I had seen that she was as much a tiger in law enforcement as she was on the Judo mats. She had seen, or at least heard about, my performance during some CNP raids–and, having picked up her tutelage on what was and wasn’t important in post-op legal battles, I’d made her life easier and helped her reputation as the go-to girl for the CNP to navigate sticky wickets. This had lent itself to Paola and I having a natural affinity for each other. And attraction to each other. Not helpful. She knew I was married, and so our interactions were always very formal, and never did any of the joking around that I experienced with all the other Judo players on the team–including the females. We were so careful, and so formal around each other that, ever since her sandan promotion party, I had kind of peripherally noticed a nudge-nudge wink-wink phenomenon going on with our fellow Judo players. If the attraction and the nudges and winks kept growing, but especially the attraction, I might have to find another stay-out-of-trouble pastime. Which would break my heart, and maybe Paola’s, but the mission was to keep Kat’s heart intact. Stay on mission.

This whole topic lay heavy on my mind, as I watched Paola execute the drill with surgical precision, because Paola and I were closing out tonight. First couple times I’d gone to the Arena for training, I’d taken cabs to and from. My Colombian acquaintances–now my friends and teammates–had insisted that my transportation plan was insane, for this part of the city. They were doubtful of Uber, too, so they insisted on giving me a ride home every night. The way it worked out, I stayed late every night, and helped the other single volunteer from the team mop down the mats, and then that volunteer gave me a ride “home.” Mopping the mats after every workout is essential for hygiene; nothing like losing the whole team for two or three weeks while they battle the various staph infections guaranteed to inflict Judo players rolling around on nasty mats. Tonight, Paola was closing the place out with me.

I’d send a private, secure text both to my boss, and to Kat, when I left, detailing who was driving, the license plate number of the car, and the ETA back at my USG-contracted apartment. Then when I actually got there, I’d send another stating that I was warmly ensconced back at my abode. When I say secure text, I mean secure. I know this because when I’d queried an NSA guy about my app, he’d said, “Yeah, we got nothin’ for that.” More importantly, though, if whomever was driving me and I got in an accident, or got robbed, or got kidnapped (kidnapping still being a robust cottage industry in Colombia, despite vast improvements over the past five to seven years), I didn’t want Kat finding out I’d been alone with a female in a car when it went down. Bad juju. I’d just ask the kidnapper to shoot me, rather than face the wrath of Kat. I don’t know if telling Kat I was getting a ride with a chica was a great ameliorative, but it was the best I could do. A couple times, I’d texted Kat “home. In for the night” and gotten back “Home and alone, right?”  Dammit, woman! Sometimes, it was easier being in Iraq or Syria, knocking the snot out of Isis.
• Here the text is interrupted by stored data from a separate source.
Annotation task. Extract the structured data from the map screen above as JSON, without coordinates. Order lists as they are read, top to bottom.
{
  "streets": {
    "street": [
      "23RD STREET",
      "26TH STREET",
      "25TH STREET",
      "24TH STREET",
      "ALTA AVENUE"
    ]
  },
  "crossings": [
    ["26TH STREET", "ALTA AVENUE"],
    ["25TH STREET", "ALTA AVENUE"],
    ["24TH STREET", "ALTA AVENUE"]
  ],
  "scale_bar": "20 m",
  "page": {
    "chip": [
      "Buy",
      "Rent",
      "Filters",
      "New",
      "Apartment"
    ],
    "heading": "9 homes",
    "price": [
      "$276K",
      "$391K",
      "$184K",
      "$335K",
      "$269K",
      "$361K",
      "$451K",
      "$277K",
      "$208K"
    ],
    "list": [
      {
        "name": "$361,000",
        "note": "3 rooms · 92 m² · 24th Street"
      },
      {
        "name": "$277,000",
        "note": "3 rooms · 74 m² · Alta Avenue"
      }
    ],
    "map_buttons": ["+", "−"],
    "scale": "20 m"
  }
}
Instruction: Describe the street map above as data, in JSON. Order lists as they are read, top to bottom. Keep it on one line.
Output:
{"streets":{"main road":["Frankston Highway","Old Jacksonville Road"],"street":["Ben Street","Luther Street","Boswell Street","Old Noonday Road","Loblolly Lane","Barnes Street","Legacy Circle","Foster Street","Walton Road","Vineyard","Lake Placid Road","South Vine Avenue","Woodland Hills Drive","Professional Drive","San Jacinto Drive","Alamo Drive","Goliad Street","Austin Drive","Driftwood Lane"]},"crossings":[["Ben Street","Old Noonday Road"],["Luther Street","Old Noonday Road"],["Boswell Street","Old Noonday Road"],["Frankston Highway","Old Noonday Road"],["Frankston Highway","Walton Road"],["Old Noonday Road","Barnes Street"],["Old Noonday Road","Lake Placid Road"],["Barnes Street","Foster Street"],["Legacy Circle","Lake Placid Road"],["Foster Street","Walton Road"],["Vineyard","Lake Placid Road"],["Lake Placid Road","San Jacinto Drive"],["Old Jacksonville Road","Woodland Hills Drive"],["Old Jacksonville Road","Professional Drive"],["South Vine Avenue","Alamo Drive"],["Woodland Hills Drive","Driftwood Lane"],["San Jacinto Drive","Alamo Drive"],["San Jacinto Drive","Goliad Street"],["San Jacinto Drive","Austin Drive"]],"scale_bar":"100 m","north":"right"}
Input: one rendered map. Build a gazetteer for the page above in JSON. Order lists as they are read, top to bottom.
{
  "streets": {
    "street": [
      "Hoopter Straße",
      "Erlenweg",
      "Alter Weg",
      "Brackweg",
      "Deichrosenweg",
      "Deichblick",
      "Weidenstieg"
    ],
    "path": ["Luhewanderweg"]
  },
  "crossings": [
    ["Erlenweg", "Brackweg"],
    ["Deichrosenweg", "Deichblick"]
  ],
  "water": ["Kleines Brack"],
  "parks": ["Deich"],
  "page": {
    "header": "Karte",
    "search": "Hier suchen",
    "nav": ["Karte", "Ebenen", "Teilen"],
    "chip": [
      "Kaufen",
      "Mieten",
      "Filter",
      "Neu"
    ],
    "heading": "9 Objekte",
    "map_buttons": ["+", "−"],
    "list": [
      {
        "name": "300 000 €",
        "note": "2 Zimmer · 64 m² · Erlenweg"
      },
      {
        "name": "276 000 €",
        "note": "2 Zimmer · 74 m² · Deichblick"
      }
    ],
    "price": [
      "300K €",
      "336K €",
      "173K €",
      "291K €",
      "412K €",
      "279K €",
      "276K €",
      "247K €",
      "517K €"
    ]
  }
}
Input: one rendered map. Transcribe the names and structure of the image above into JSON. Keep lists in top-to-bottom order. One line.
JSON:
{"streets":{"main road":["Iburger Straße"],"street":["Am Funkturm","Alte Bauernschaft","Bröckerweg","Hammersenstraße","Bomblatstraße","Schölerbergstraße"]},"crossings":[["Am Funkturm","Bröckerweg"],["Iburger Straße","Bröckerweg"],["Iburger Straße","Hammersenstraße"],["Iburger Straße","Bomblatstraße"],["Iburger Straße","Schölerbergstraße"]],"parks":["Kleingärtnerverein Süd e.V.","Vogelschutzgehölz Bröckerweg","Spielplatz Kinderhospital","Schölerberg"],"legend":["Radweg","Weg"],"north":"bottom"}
Since Paola was going through the drill, my eyes were naturally drawn to her. She wasn’t conventionally pretty, but she was striking. Tall, and lean like a razor blade, she had the high cheekbones, aquiline nose, and India-ink hair that bespoke a heavy Indio heritage. She moved with a grace and economy of motion running back and forth, throwing the uke with skill and precision. For someone so lean, she had a great rack.  Oops. Bad Theo. Knock it off. Knockers? Ah, jeez, cut it out, man.

Training finally ended, all the students lined up and bowed out to Sensei Morales. While the other students packed their bags and chit-chattered about that evening’s class, Paola and I went to the utility closet on the far side of the rhomboid, and broke out the mops, wheeled squeezer buckets, and the cleaning solvent. We filled the buckets so that they were soapy and foamy, and began mopping down the maps. Paola ddstarted on one end of the mats. I started in the middle. That way, I’d be cleaning away from her, and there wouldn’t be any awkward meeting in the middle. Long, slow sweeps of the mop on the mats, ensuring that every square inch got a taste of the solvent, killing any malevolent coodies. Doing the job right took about 45 minutes. When we were done, we wheeled everything back into the utility closet, rinsed out the buckets and the mops, squeezed out the mops, then hung them over the closet door, so that the individual fronds of the mops could air dry, and not get nastified.

Then we each packed up our own gym bags in preparation for leaving. I laid out my kimono, neatly folded the sleeves over the chest. Then I put the trousers of the gi in the middle of the kimono. Then I folded the long axis of the kimono so that the outer edges met with the center-line, then folded it half, then folded the whole thing in half and cinched the tight bundle with my belt. the result was a nice, neat little lozenge that kept the whole contraption tidy. Also, back in the bad old days, old school Japanese jujutsu guys would assault Judo guys as they left class; the lozenge acted as a field expedient shield.

As we left the dojo and began to wend our way through the bowels of the coliseum to exit, Paola murmured, “It was a good training day. You did well.”

Hai, Sandan.” Yes, li’l Miss Third Degree Black Belt. She laughed and punched my arm. We exited the building and headed for the chain-link fence that separated the arena grounds from the parking lot.

They hit us after we got through the gate.

Five guys, obviously laying in wait, jumped out and streamed through the parked cars. Each had a raised machete. Paula was on my right side, two attackers were to my left, one center line of me ‘n’ Paola, two to her and my right.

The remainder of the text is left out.